## PROBLEM
A stretch of the entries below is to be set down exactly, running from the line with "599,653 L 618,660" through the line with "1705,504 L 1726,623", both included, and no other line.
DATA TO USE START
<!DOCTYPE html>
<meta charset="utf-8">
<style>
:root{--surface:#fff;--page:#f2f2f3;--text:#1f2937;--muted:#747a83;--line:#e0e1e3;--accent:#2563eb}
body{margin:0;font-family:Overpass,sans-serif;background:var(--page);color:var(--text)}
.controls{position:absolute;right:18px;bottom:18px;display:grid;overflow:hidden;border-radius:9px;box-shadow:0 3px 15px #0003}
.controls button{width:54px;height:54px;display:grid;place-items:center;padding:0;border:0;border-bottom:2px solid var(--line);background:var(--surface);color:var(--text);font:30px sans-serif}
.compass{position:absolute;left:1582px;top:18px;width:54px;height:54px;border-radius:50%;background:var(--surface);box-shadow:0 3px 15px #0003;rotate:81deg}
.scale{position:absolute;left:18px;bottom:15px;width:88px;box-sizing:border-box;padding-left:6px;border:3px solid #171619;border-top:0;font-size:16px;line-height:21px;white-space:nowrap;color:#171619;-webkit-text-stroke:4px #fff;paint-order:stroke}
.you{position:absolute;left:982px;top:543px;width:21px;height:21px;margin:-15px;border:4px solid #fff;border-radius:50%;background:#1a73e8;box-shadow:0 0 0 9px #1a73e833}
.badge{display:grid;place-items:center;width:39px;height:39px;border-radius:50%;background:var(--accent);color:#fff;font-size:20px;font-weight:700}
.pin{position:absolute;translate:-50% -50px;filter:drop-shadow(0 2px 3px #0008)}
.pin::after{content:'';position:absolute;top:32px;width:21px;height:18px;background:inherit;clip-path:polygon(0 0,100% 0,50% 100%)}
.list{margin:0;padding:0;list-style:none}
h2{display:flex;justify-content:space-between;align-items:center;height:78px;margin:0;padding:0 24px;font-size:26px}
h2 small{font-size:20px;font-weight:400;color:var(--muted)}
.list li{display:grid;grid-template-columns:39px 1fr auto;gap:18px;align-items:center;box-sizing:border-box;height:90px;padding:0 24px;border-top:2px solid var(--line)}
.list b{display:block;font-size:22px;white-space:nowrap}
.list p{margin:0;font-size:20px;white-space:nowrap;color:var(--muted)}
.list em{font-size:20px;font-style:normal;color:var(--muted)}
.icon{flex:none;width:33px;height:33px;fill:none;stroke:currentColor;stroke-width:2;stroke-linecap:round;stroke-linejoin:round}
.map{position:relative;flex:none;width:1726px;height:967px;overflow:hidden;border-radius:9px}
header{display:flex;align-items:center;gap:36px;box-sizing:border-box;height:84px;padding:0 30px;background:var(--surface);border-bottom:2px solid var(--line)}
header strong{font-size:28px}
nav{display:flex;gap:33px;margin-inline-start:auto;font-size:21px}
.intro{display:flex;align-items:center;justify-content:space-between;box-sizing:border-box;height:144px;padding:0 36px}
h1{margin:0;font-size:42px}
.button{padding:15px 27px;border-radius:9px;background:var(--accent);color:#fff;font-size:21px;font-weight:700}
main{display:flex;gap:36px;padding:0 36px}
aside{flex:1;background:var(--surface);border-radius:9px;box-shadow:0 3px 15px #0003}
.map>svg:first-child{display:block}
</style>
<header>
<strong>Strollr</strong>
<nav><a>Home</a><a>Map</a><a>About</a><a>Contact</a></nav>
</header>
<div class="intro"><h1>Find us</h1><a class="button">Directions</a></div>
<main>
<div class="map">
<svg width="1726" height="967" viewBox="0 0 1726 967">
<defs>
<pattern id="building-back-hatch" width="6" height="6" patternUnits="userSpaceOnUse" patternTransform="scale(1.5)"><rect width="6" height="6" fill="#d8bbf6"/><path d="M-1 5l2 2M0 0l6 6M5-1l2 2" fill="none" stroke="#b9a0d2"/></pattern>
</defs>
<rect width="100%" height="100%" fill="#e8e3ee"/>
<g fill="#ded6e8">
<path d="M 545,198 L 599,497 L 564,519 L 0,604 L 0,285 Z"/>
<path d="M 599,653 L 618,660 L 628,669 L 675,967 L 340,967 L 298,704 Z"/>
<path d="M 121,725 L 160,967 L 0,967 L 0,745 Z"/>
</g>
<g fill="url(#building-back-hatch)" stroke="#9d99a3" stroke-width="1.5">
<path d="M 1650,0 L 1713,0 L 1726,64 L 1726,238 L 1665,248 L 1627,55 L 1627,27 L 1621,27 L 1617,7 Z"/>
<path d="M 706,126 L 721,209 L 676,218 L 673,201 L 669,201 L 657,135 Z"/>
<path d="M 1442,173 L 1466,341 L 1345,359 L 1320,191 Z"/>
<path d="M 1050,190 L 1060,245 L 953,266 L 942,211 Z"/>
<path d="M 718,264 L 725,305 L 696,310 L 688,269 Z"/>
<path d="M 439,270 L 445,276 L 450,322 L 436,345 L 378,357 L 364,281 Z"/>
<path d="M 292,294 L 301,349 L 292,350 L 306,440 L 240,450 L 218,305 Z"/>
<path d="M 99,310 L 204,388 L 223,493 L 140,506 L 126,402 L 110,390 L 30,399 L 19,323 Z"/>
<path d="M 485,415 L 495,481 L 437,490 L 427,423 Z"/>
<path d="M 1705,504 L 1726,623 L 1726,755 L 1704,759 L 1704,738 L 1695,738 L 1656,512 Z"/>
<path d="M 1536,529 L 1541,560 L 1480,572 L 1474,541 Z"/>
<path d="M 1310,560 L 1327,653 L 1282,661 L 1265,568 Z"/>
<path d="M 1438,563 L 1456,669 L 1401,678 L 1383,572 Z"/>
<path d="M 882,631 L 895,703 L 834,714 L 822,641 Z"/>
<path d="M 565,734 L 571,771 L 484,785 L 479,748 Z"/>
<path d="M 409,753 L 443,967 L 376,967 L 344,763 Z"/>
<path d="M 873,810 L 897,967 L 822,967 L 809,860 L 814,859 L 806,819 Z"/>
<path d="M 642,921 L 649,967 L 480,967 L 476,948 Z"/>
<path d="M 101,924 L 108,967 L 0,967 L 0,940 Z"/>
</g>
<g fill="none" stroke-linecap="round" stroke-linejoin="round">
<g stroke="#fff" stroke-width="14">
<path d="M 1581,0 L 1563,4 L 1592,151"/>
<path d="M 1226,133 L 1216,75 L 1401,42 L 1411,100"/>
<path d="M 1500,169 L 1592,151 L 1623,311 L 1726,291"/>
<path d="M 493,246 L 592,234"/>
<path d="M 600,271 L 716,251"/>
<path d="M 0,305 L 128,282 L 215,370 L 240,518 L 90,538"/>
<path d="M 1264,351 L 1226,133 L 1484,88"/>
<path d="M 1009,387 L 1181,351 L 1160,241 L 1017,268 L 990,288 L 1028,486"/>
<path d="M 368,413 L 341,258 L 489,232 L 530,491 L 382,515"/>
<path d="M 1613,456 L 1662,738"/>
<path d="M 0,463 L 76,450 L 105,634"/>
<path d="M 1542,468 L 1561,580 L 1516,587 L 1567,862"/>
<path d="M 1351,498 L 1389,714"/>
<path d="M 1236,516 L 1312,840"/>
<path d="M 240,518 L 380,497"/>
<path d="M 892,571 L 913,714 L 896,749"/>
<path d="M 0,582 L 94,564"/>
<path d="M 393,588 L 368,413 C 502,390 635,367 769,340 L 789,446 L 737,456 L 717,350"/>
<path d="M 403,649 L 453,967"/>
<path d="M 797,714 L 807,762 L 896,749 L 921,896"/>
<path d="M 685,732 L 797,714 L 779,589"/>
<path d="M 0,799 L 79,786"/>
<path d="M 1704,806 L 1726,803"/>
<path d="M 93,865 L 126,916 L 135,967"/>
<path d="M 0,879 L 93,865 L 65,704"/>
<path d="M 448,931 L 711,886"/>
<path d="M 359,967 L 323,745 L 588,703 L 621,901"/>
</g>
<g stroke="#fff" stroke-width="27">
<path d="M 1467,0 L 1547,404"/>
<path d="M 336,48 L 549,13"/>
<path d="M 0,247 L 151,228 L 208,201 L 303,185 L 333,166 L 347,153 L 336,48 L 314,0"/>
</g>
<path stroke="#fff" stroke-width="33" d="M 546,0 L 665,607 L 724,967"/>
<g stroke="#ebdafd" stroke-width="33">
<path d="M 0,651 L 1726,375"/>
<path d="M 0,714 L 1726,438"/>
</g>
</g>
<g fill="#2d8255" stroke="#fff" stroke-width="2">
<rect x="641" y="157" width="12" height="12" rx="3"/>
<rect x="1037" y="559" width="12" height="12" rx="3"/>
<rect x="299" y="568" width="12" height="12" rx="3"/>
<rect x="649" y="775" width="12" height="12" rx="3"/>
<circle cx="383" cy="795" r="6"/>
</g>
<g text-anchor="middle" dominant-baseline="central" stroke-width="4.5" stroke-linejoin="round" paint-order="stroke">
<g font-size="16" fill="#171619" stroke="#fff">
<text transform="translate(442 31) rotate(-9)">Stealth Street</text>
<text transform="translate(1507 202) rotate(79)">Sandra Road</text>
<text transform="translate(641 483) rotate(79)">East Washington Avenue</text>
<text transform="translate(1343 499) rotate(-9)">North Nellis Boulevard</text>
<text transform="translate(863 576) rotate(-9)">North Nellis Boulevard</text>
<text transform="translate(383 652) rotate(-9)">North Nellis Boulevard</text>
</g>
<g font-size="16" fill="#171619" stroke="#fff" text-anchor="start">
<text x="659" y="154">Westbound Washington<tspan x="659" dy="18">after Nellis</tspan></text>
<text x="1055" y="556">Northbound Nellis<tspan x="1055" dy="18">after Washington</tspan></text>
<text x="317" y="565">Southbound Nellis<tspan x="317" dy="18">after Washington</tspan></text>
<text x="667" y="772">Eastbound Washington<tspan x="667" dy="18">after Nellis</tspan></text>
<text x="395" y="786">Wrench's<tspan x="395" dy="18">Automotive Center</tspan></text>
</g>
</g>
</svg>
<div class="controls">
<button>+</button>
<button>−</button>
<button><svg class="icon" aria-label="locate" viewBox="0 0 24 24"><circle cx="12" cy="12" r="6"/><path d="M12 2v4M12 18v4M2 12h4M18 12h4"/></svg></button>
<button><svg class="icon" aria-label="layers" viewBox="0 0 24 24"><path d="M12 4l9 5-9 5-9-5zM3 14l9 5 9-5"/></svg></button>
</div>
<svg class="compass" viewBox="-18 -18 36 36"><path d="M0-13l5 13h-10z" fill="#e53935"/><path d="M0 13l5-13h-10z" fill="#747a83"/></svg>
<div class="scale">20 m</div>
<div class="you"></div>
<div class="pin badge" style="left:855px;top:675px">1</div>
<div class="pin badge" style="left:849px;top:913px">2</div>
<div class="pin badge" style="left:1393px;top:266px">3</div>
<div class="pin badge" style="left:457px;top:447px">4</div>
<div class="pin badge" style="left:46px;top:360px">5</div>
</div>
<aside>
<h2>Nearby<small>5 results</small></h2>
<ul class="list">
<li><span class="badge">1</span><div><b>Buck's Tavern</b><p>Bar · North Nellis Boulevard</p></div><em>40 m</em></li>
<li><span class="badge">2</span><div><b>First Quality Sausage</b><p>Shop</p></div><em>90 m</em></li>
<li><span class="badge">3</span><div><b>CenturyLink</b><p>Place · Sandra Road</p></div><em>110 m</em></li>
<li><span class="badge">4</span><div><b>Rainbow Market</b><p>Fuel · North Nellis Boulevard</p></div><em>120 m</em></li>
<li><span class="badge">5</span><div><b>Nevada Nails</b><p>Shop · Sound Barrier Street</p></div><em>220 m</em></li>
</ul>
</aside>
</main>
DATA TO USE END
## ANSWER FOR THIS EXERCISE
<path d="M 599,653 L 618,660 L 628,669 L 675,967 L 340,967 L 298,704 Z"/>
<path d="M 121,725 L 160,967 L 0,967 L 0,745 Z"/>
</g>
<g fill="url(#building-back-hatch)" stroke="#9d99a3" stroke-width="1.5">
<path d="M 1650,0 L 1713,0 L 1726,64 L 1726,238 L 1665,248 L 1627,55 L 1627,27 L 1621,27 L 1617,7 Z"/>
<path d="M 706,126 L 721,209 L 676,218 L 673,201 L 669,201 L 657,135 Z"/>
<path d="M 1442,173 L 1466,341 L 1345,359 L 1320,191 Z"/>
<path d="M 1050,190 L 1060,245 L 953,266 L 942,211 Z"/>
<path d="M 718,264 L 725,305 L 696,310 L 688,269 Z"/>
<path d="M 439,270 L 445,276 L 450,322 L 436,345 L 378,357 L 364,281 Z"/>
<path d="M 292,294 L 301,349 L 292,350 L 306,440 L 240,450 L 218,305 Z"/>
<path d="M 99,310 L 204,388 L 223,493 L 140,506 L 126,402 L 110,390 L 30,399 L 19,323 Z"/>
<path d="M 485,415 L 495,481 L 437,490 L 427,423 Z"/>
<path d="M 1705,504 L 1726,623 L 1726,755 L 1704,759 L 1704,738 L 1695,738 L 1656,512 Z"/>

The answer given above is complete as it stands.